Thoughts and Feedback on W&B

Having just finished a paper where I found W&B an integral tool, I thought I’d summarize my thoughts while they’re still fresh.

  1. W&B is awesome, and made what would have been a implausible project manageable.

  2. Double Charles’ salary and get that man to produce 2-3x times more tutorials/streams/walk throughs. His hp-sweep tutorials is what really pushed me over the edge to start using W&B, and integrate it into the rest of my project. We could definitely use more tutorials on scaling projects across many machines (which isn’t super hard once I got it working with YAML config, but was with python api), walking through typical real ML project (tuning proposed model, tuning baseline comparisons, walk through web interface on how to gain insight into the runs, how to organize all the runs together coherently, how to use stored checkpoint to reload model and run when the reviewers bash your paper and want more experiments, etc…).

  3. Criticism: I have found the python api to be very unstable, particularly when moving across platforms. I believe it to be the cause of crashed/stalled GPUs (although I’m not sure how, setup below ***) when running hyperparameter sweeps. YAML configurations and CLI usage is by far more stable, scalable, and better integrated into the web interface. I think this needs to be better communicated in the documentation and tutorials. Many of the tutorials, or the ones I’ve watched, happen on Colab where it seems the python api gets used more. But for anything more than a toy case (in DL projects), you’ll need more than Colab to make progress., and this isn’t covered as much.

  4. Critical Missing Features:
    (a) Copy and pasting numeric values from plots on the web interface.
    I ran hundreds of runs in my sweep. W&B helped me visualize them in these great pre-made charts. I hover over an object on the chart, and the numeric values pops up. Excellent. I now need to get this number into a python script to make my own plots. I go to copy and paste that value…but I can’t. I need to crane my neck to look close, and flip between my python screen and W&B screen to manually enter everything (and if I zoom in to make the number bigger, the chart auto-resizes and screws everything up), and make sure I got all 7 significant digits are correctly entered across my 200 runs (at 3 am before a deadline)… brutal. Please allow me to click and copy that value, my neck will thank you.
    (b) Conditional sampling.
    It would be awesome to be able to seamlessly integrate conditional distributions in the search.
    -Suppose I have a NN that has two configurations, and in the first configurations I have an extra hyperparameter that I need to tune, which does not appear in the second. W&B cannot currently handle such a joint HP-search (other than in a random/grid configuration, where we keep sampling values for this hyperparameter that don’t get used, and can make interpreting the parameter importance plots confusing). I am forced to split the search into two searches, which makes viewing the results that much harder (at the end of the day, I only want the best configuration, not the best of the first and the best of the second).
    -Suppose I have 3 datasets and 2 model configurations. It would be awesome if in one search I could specify “do a bayesian search to find the best model config for each dataset.” Instead of splitting them into different searches. I found myself creating ever more YAML files to achieve this.
    (c) Sharing Visualizations Between Projects.
    This is related to the last missing feature. Because I had to keep splitting the searches up into smaller individual searches, I kept getting more and more projects, where I had to create the same charts over and over again. Now it could be that I’m just not an advanced user yet, and I could have them all in one project already, etc (let me know if this is the case), but I feel I should be able to kind of drag and drop figure setups between projects where the values used in the plots are shared between all runs in both projects.
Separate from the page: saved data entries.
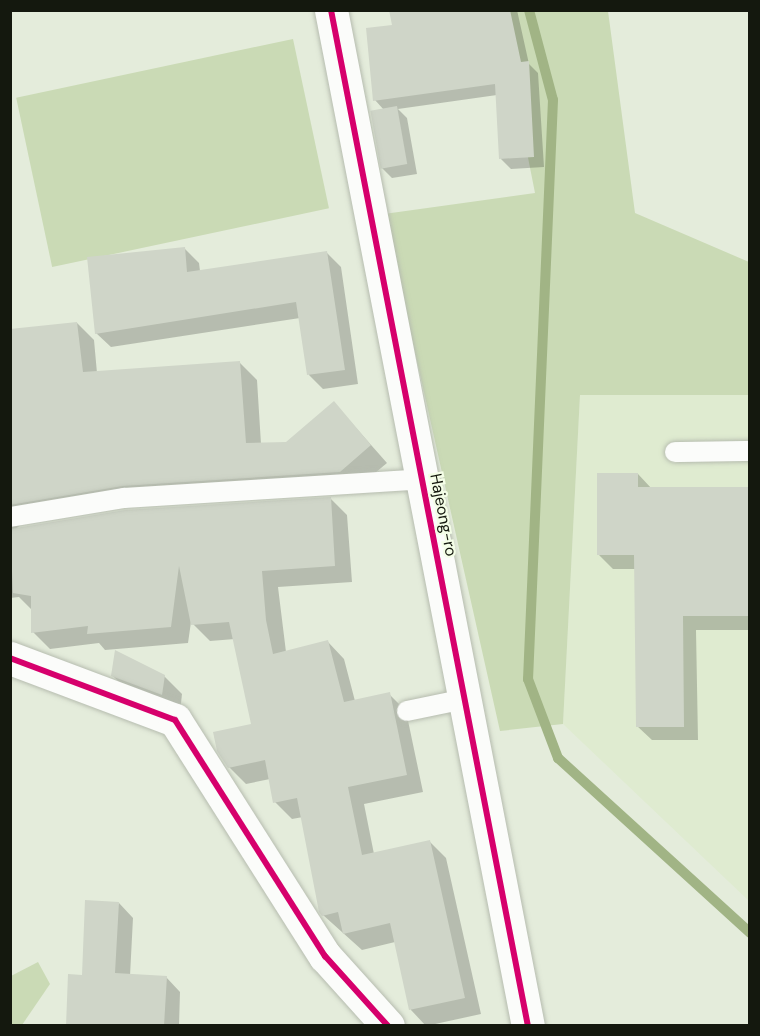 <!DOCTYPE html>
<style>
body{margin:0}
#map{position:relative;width:760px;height:1036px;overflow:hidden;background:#e4ecdb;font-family:"DM Sans",sans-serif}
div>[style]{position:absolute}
.built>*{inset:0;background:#dfebd0}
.green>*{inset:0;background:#cadab5;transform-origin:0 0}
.shadow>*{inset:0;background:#0003}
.stream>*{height:10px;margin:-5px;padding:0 5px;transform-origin:5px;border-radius:5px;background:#a1b485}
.building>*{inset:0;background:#cfd5c8;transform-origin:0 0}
.roads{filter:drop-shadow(0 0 2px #b6bcaf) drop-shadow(0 0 2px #b6bcaf)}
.lane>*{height:20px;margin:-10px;padding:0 10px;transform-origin:10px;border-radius:10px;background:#fbfcfa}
.street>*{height:33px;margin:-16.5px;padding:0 16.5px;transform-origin:16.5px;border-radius:16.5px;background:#fbfcfa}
.secondary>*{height:33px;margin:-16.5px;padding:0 16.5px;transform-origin:16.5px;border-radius:16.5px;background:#fbfcfa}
.cycleway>*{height:6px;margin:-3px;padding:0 3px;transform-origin:3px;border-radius:3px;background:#d6006c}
span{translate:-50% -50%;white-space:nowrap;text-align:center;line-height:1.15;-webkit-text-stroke:4.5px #f4fee7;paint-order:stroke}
.street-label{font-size:16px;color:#14180e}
.frame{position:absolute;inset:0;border:12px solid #14180e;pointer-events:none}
</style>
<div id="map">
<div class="built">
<div style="clip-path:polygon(580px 395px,749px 395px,749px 901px,563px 724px)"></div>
</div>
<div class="green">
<div style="clip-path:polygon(499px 11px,608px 11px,635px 213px,749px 262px,749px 395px,580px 395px,563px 724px,500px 731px,384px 214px,535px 193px)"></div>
<div style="left:293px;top:39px;width:173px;height:283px;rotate:78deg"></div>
<div style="clip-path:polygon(38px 962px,50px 984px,22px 1025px,11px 1025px,11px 976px)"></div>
</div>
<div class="shadow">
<div style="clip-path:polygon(406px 10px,517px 10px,529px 64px,538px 73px,544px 167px,511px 169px,501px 159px,497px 95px,398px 109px,407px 118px,417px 174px,392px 178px,382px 168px,384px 110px,375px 100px,393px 27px)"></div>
<div style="clip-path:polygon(184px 248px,199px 263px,200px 271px,326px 252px,341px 267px,358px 384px,323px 389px,309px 375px,300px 318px,111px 347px,96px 333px)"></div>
<div style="clip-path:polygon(77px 323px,94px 340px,97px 373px,240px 363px,257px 380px,261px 444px,287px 443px,334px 403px,387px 463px,357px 488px,140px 502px,25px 522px,14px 530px,330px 498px,347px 515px,352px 582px,278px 587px,286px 652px,328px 642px,344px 659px,355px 701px,389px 694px,406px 711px,423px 792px,364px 804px,374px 854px,429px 841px,446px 858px,481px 1014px,426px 1026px,411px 1010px,395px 942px,362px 950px,323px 915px,303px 817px,292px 819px,275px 802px,270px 779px,246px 784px,229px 767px,253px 726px,235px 639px,210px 641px,191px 622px,188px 643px,105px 650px,99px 643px,50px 649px,33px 632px,31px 609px,19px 597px,10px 598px,10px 331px)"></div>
<div style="clip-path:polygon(638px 474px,652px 489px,750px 489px,750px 630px,696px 630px,698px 740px,652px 740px,637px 726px,636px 569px,613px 569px,599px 555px)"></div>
<div style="clip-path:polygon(112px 675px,164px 676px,182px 694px,180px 712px,130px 693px)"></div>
<div style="clip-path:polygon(119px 903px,133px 918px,130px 976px,166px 977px,180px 992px,179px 1026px,67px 1026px,83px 976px)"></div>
</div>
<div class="stream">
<div style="left:529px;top:10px;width:93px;rotate:75.1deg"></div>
<div style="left:553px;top:100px;width:580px;rotate:92.47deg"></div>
<div style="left:528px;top:679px;width:85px;rotate:69.2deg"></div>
<div style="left:558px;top:758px;width:260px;rotate:42.3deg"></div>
</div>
<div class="building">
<div style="clip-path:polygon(389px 10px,510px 10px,521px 62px,529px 61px,534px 157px,499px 159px,495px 84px,373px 101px,366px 28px,392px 25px)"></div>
<div style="left:397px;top:106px;width:59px;height:27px;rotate:80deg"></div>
<div style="clip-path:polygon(185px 247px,187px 272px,327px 251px,345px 370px,307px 375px,296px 302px,95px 334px,87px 257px)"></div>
<div style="clip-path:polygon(77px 322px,83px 372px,240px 361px,246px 443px,286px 442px,334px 401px,371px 445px,340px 472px,123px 486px,10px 505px,10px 329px)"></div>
<div style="clip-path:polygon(597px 473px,638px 473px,638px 487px,750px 487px,750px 616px,683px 616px,684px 727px,636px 727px,634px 555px,597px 555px)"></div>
<div style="clip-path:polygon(331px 497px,335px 566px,262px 571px,266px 620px,273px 654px,328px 640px,344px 702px,390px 692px,407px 775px,348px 787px,362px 855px,430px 840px,465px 998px,409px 1010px,390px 923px,343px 934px,338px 912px,322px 916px,319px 912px,297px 798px,273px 803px,265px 760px,228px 768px,217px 751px,213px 732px,251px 724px,229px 622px,191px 625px,179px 566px,171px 627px,87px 634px,88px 626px,31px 633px,31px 596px,13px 593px,10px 529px,125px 510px)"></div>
<div style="clip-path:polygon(115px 650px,165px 675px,162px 695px,111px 676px)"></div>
<div style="clip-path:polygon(85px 900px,119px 902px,115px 973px,167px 976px,164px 1026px,66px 1026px,68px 974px,82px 975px)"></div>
</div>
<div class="roads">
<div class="lane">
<div style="left:675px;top:452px;width:75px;rotate:-0.8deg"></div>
<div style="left:10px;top:517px;width:116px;rotate:-9.5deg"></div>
<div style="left:124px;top:498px;width:299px;rotate:-3.6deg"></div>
<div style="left:407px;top:711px;width:59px;rotate:-11.7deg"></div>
</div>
<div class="street">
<div style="left:10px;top:658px;width:176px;rotate:20.6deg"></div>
<div style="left:175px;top:720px;width:280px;rotate:57.6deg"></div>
<div style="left:325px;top:956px;width:94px;rotate:48deg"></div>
</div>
<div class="secondary">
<div style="left:331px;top:10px;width:1035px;rotate:79.03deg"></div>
</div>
</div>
<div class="cycleway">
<div style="left:331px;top:10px;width:1035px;rotate:79.03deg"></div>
<div style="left:10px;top:658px;width:176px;rotate:20.6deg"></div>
<div style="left:175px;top:720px;width:280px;rotate:57.6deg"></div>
<div style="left:325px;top:956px;width:94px;rotate:48deg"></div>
</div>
<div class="street-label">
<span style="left:443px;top:515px;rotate:79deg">Hajeong-ro</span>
</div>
<div class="frame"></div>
</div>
***If any W&B developers are reading this and want to try to reproduce, the configurations I had this problem with was using Pytorch Lightning callback with an Nvidia T4 GPU on (i) AWS servers and (ii) Google Colab. Try setting up a hyperparameter search using the python api, then try using yaml files and the cli api. A related problem you may notice on some platforsm is the printing of ValueError(‘signal only works in main thread’) when using python api. Sometimes it’s only printed, sometimes it seems to crash the sweep. I posted about this previously here.
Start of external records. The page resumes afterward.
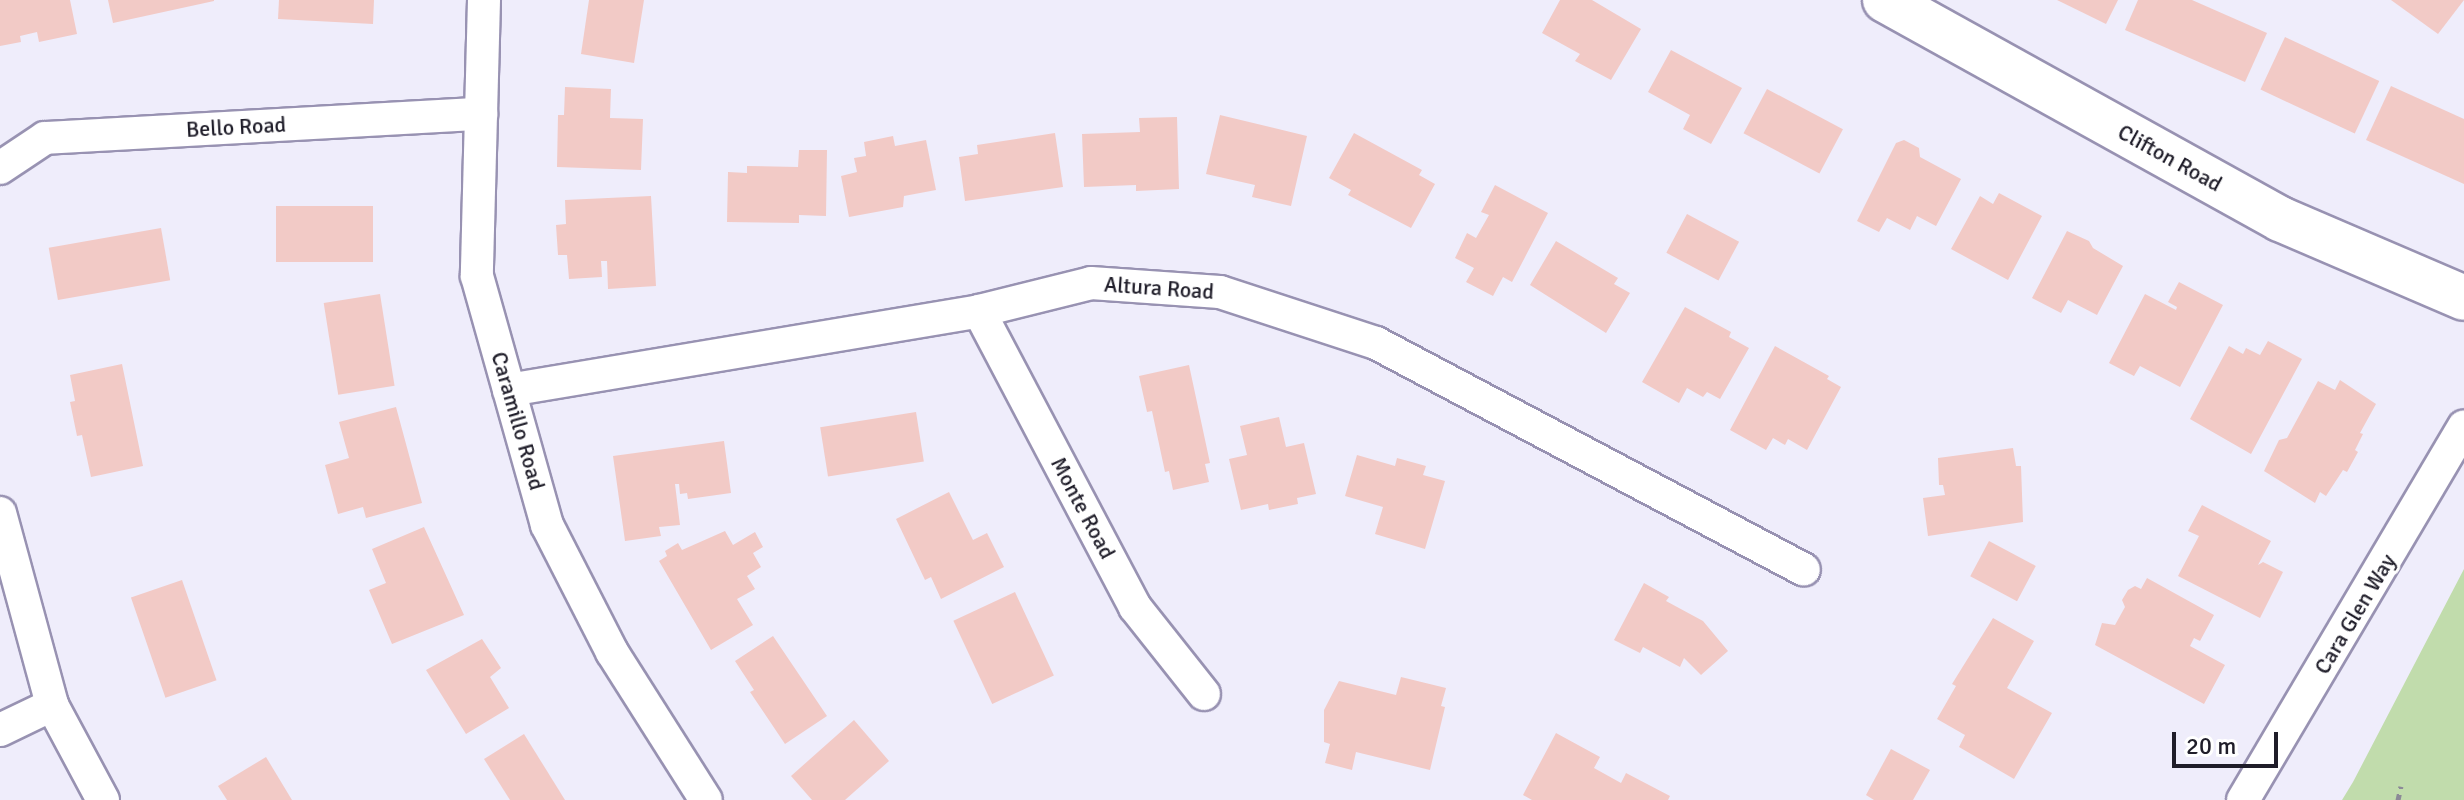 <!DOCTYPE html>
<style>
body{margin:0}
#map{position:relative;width:2464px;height:800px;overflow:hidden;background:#efedfb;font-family:Signika,sans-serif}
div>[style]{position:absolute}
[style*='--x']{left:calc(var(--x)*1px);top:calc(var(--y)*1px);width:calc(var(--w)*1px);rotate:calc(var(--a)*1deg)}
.green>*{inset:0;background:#c1dcac}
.building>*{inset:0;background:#f2cac6;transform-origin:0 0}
.path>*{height:5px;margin-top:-2.5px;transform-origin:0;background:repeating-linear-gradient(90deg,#8c8a97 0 6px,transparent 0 12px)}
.roads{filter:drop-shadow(2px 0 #9892b2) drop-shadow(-2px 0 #9892b2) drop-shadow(0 2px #9892b2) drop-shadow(0 -2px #9892b2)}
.minor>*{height:32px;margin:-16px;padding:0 16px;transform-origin:16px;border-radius:16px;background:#fff}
.secondary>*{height:44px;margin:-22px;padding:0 22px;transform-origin:22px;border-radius:22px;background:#fff}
span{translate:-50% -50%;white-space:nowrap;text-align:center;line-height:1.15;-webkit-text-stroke:6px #fff;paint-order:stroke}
.street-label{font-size:22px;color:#1f1d29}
.scale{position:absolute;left:2172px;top:732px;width:106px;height:36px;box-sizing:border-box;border:4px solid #1f1d29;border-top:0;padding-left:10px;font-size:24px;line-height:28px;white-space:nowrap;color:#1f1d29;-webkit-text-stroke:6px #fff;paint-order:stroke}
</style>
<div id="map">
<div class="green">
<i style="clip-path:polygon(2464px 569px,2464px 800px,2342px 800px,2353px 782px)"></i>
</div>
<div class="building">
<i style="clip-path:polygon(0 0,70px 0,77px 34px,39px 42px,37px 32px,20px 36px,21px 42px,0 46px)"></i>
<i style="clip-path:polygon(108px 0,214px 0,214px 1px,113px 23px)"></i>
<i style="clip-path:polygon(279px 0,374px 0,373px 24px,278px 19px)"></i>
<i style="clip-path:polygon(589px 0,644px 0,634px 63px,581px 54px)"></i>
<i style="clip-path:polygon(1560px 0,1592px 0,1641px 29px,1611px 80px,1575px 61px,1580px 54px,1542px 33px)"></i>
<i style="clip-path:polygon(2057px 0,2118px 0,2106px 24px)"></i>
<i style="clip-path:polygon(2138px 0,2192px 0,2267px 33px,2245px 82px,2125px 30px)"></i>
<i style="clip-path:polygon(2391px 0,2464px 0,2438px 34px)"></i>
<i style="left:2285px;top:37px;width:104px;height:58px;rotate:25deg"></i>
<i style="clip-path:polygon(1671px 50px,1742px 88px,1711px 144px,1683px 129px,1690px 115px,1648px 92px)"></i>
<i style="clip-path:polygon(2391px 86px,2464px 119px,2464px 184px,2366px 140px)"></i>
<i style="clip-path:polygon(565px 87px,611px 89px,610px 118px,643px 119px,641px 170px,557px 167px,558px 115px,564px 115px)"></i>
<i style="left:1767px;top:89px;width:86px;height:50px;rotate:28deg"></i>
<i style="clip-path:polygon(1220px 115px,1307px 136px,1291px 206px,1252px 197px,1255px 185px,1206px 174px)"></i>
<i style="clip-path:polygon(1177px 117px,1179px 189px,1136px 191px,1136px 185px,1084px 187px,1082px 134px,1140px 132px,1139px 118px)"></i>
<i style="clip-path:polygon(1055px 133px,1063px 187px,965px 201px,959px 157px,978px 154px,977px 145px)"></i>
<i style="clip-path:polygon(1354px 133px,1422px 170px,1419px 175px,1435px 184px,1411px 228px,1348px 195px,1351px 190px,1329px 178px)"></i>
<i style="clip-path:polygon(893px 136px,895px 146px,926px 140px,936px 190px,904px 196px,903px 207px,849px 217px,841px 176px,857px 172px,854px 158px,866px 156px,864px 142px)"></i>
<i style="clip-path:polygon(1904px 140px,1919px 148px,1920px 157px,1961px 179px,1936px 226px,1917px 216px,1910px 230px,1887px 218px,1879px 232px,1857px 221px,1896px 143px)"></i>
<i style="clip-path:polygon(799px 150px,827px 150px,826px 216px,799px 215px,799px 223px,727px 222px,728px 172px,747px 173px,747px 166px,798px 167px)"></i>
<i style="clip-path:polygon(1495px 185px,1548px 213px,1512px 282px,1503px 277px,1493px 296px,1466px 282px,1474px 268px,1455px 258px,1467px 233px,1476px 238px,1489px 215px,1481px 212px)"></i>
<i style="clip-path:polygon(1999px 193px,2042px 216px,2008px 280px,1951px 249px,1980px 196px,1993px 204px)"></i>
<i style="clip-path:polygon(651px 196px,656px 286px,608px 289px,607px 261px,601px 261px,602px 277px,569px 279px,567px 255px,558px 255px,556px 225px,566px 224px,565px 200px)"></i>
<i style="left:373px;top:206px;width:56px;height:97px;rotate:90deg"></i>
<i style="left:1687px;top:214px;width:59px;height:44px;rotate:28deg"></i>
<i style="left:161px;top:228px;width:53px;height:114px;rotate:80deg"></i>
<i style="clip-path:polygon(2067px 231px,2089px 241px,2093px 248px,2123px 266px,2097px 315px,2068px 300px,2061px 313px,2032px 298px)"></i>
<i style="clip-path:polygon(1556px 241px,1618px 278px,1614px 284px,1630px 293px,1606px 333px,1530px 285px)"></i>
<i style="clip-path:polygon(2179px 282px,2223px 305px,2180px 387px,2140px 366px,2134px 376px,2109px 363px,2145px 294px,2176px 310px,2177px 307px,2168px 302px)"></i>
<i style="left:380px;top:294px;width:93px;height:57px;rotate:81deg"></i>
<i style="clip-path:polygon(1685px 307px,1731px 332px,1729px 337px,1749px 348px,1720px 399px,1707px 392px,1703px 397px,1687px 388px,1679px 403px,1642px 382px)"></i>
<i style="clip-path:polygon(2268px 341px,2302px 359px,2251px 454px,2190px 419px,2229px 346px,2243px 354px,2246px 348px,2260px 355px)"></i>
<i style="clip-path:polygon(1775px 346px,1829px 376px,1827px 379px,1841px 387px,1807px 450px,1788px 439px,1785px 445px,1773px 438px,1766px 450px,1730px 430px)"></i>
<i style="clip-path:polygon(122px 364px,143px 466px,91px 477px,82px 435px,77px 436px,70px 402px,75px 401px,70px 375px)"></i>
<i style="clip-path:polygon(1189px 365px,1210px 463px,1205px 464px,1209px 482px,1173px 490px,1169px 471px,1165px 472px,1152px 411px,1147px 412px,1139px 376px)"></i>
<i style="clip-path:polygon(2340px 380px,2376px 404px,2360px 433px,2363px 434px,2355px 450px,2358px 452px,2347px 472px,2343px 470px,2326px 496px,2320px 492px,2315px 503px,2264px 471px,2279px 440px,2287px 438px,2318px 381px,2335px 390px)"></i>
<i style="clip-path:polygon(396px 407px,422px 503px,366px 518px,363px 507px,338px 514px,325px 465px,349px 458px,339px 422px)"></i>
<i style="left:916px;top:412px;width:50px;height:97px;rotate:81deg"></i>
<i style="clip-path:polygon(1279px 417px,1286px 447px,1304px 443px,1316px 494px,1297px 498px,1298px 504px,1269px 510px,1268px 504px,1241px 510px,1229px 459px,1247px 455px,1240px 426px)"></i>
<i style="clip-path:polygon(724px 441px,731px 493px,688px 499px,687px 493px,680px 494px,679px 484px,675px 484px,680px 525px,659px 527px,661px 536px,625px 541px,613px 456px)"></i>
<i style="clip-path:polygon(2013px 448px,2016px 466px,2021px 466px,2023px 522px,1928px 536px,1923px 498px,1945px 495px,1943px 485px,1939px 485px,1938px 458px)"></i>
<i style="clip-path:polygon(1357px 455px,1395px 466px,1397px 458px,1426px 466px,1423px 475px,1445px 481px,1425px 549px,1375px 534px,1383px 507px,1345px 496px)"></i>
<i style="clip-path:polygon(949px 492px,973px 540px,987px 533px,1004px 567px,941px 599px,931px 577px,925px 580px,896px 519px)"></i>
<i style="clip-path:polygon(2202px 505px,2271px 541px,2258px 565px,2263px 562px,2283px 572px,2260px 618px,2178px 576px,2199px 536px,2188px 531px)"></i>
<i style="clip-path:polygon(424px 527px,464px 615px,392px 644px,369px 590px,386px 583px,372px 549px)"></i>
<i style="clip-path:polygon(725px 531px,733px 545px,755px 532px,763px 547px,753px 553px,761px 567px,747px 576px,755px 589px,737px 599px,753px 625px,711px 650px,659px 561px,667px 556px,665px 551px,678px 543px,682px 550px)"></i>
<i style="left:1989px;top:541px;width:53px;height:40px;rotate:28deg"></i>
<i style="clip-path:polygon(2147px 578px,2214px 615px,2200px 641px,2194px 638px,2190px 646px,2225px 665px,2204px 704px,2095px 645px,2102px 623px,2115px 625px,2125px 607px,2122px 600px,2128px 590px,2135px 586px,2141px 589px)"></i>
<i style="left:182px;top:580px;width:106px;height:54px;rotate:71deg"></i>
<i style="clip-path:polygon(1644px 583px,1669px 597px,1666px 601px,1703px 621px,1728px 651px,1701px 675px,1684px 658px,1680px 667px,1643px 647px,1640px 653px,1614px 640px)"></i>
<i style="left:1015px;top:592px;width:92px;height:68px;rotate:65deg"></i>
<i style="clip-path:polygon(1993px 618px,2034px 641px,2007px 688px,2052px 713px,2014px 779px,1959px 747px,1965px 735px,1937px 719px,1956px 686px,1952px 684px)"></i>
<i style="clip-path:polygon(773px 636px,827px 716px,785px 744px,750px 692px,754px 690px,735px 661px)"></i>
<i style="clip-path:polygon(482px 639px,501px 668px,490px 677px,509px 708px,466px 734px,426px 670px)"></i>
<i style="clip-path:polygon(1401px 677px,1446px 688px,1441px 706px,1445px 707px,1430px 770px,1356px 752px,1352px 770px,1325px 763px,1330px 744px,1324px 742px,1324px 710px,1339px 681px,1396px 695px)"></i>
<i style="clip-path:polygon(854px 720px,889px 761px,845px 800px,812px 800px,791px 776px)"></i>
<i style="clip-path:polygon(1556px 733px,1600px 757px,1594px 768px,1621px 783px,1626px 773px,1670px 796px,1668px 800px,1532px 800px,1523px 795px)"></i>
<i style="clip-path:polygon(524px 734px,565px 800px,510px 800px,484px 759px)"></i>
<i style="clip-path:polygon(1891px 749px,1930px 770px,1913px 800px,1874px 800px,1866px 795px)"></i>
<i style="clip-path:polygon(266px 757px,292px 800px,227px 800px,218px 786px)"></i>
</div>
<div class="path">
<i style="--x:2398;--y:800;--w:14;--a:-78"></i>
</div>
<div class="roads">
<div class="minor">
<i style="--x:484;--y:0;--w:276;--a:91.5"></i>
<i style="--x:477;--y:276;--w:259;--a:74.3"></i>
<i style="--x:547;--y:525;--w:143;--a:62.9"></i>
<i style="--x:612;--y:652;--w:175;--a:57.6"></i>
<i style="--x:0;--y:168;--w:54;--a:-33.7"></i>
<i style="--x:45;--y:138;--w:437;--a:-3.2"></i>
<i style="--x:979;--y:311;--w:335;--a:62.2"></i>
<i style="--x:1135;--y:607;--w:111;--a:51.6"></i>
<i style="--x:509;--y:390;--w:477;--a:-9.5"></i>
<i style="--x:979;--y:311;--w:115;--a:-14"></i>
<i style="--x:1091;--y:283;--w:129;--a:4"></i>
<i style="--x:1220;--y:292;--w:164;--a:18.1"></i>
<i style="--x:1376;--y:343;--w:484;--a:27.9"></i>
<i style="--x:0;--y:513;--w:199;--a:74.8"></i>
<i style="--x:52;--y:705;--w:108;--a:61.8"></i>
<i style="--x:0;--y:730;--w:58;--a:-25.7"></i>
<i style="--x:2243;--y:800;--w:434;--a:-59.4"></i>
</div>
<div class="secondary">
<i style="--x:1885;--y:0;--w:452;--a:29"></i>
<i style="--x:2280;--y:219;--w:200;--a:23.2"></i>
</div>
</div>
<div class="street-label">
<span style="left:236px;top:127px;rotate:-3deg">Bello Road</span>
<span style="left:2170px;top:158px;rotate:29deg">Clifton Road</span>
<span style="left:1159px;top:288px;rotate:4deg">Altura Road</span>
<span style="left:518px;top:421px;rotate:74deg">Caramillo Road</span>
<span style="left:1083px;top:508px;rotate:62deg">Monte Road</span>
<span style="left:2355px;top:614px;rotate:-59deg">Cara Glen Way</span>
</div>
<div class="scale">20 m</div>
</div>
Hey Max, thanks for your feedback! It’s great to hear all these thoughts summarized.

  1. Praise: Yay! Glad you like it

  2. Charles: Awesome, so glad you love his videos!

  3. Python API: Could you please tell me more about what issues you saw? If you can help me reproduce these issues I’d like to get them fixed asap.

4a: Click to copy chart numbers: Is there a visualization tool you use that does this interaction well? I’m not sure how we could let you click to copy numbers from the tooltip since it follows your mouse.

4b. Split Sweeps: Would you be able to look at the main project page to compare all runs across two sweeps, rather than looking at each one individually? How are you evaluating the best run across sweeps? Is it by sorting the table?

4c. Many projects: It sounds like you were putting each search into its own project — I recommend that you put all your runs in one project to compare all of them, and then use tags to indicate subsets of runs that go together.

It sounds like “signal only works on main thread” might have happened if you called wandb.log() from a process where you didn’t call wandb.init(). Do you think this possibly happened in your code?